简体   繁体   English

没有Rcpp可以加快速度吗?

[英]Speed this up without Rcpp?

I'm looking to speed up the following algorithm. 我希望加快以下算法的速度。 I give the function an xts time series and then want to perform a principal components analysis for each time point on the previous X points (I'm using 500 at the moment) and then use the results of that PCA (5 principal components in the following code) to compute some value. 我给该函数一个xts时间序列,然后想要对先前X个点上的每个时间点执行一次主成分分析(我目前使用的是500个),然后使用该PCA的结果(以下代码)以计算一些值。 Something like this: 像这样:

lookback <- 500
for(i in (lookback+1):nrow(x))
{   
        x.now <- x[(i-lookback):i]        
        x.prcomp <- prcomp(x.now)
        ans[i] <- (some R code on x.prcomp)
}

I assume this would require me to replicate the lookback rows as columns so that x would be something like cbind(x,lag(x),lag(x,k=2),lag(x,k=3)...lag(x,k=lookback)) , and then run prcomp on each line? 我假设这将需要我将回溯行复制为列,以便x类似于cbind(x,lag(x),lag(x,k=2),lag(x,k=3)...lag(x,k=lookback)) ,然后在每一行上运行prcomp This seems expensive though. 不过,这似乎很昂贵。 Perhaps some variant of apply ? 也许apply某些变体? I'm willing to look into Rcpp but wanted to run this by you guys before that. 我愿意研究Rcpp,但在此之前想由你们来运行。

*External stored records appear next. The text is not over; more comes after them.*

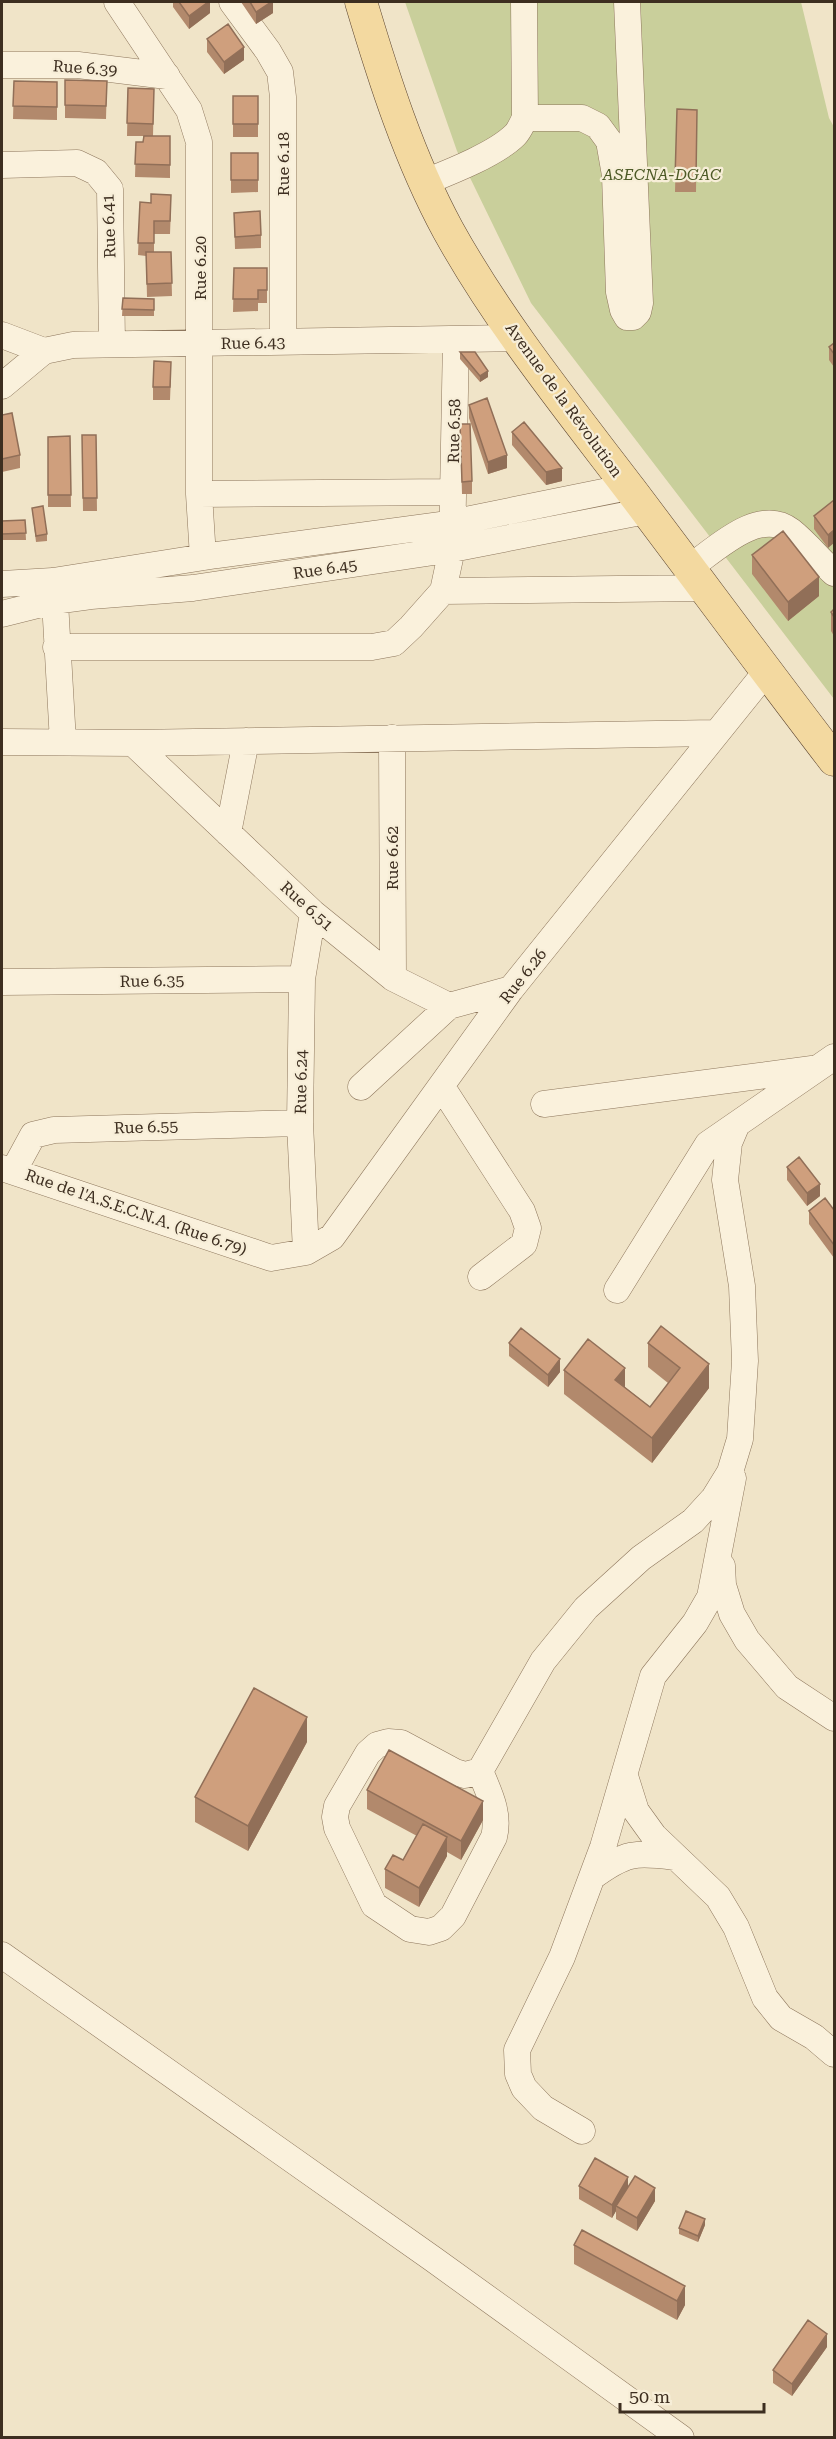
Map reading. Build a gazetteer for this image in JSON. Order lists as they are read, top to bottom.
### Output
{
  "streets": {
    "main road": ["Avenue de la Révolution"],
    "street": [
      "Rue 6.39",
      "Rue 6.18",
      "Rue 6.41",
      "Rue 6.20",
      "Rue 6.43",
      "Rue 6.58",
      "Rue 6.45",
      "Rue 6.62",
      "Rue 6.51",
      "Rue 6.26",
      "Rue 6.35",
      "Rue 6.24",
      "Rue 6.55",
      "Rue de l'A.S.E.C.N.A. (Rue 6.79)"
    ]
  },
  "crossings": [
    ["Rue 6.39", "Rue 6.20"],
    ["Rue 6.18", "Rue 6.43"],
    ["Rue 6.41", "Rue 6.43"],
    ["Rue 6.20", "Rue 6.43"],
    ["Rue 6.20", "Rue 6.45"],
    ["Rue 6.43", "Avenue de la Révolution"],
    ["Rue 6.43", "Rue 6.58"],
    ["Avenue de la Révolution", "Rue 6.45"],
    ["Avenue de la Révolution", "Rue 6.26"],
    ["Rue 6.58", "Rue 6.45"],
    ["Rue 6.62", "Rue 6.51"],
    ["Rue 6.51", "Rue 6.24"],
    ["Rue 6.26", "Rue 6.24"],
    ["Rue 6.26", "Rue de l'A.S.E.C.N.A. (Rue 6.79)"],
    ["Rue 6.35", "Rue 6.24"],
    ["Rue 6.24", "Rue 6.55"],
    ["Rue 6.55", "Rue de l'A.S.E.C.N.A. (Rue 6.79)"]
  ],
  "parks": ["ASECNA-DGAC"],
  "scale_bar": "50 m"
}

Edit: Wow thanks for all the responses. 编辑:哇,感谢您的所有答复。 Info on my dataset/algorithm: 有关我的数据集/算法的信息:

  1. dim(x.xts) currently = 2000x24. dim(x.xts)当前= 2000x24。 But eventually, if this shows promise, it will have to run fast (I'll give it multiple datasets). 但是最终,如果这显示出希望,它将必须快速运行(我将为它提供多个数据集)。
  2. func(x.xts) takes ~70 seconds. func(x.xts)需要约70秒。 That's 2000-500 prcomp calls with 1500 500x24 dataframe creations. 那是2000-500 prcomp调用,创建了1500 500x24数据帧。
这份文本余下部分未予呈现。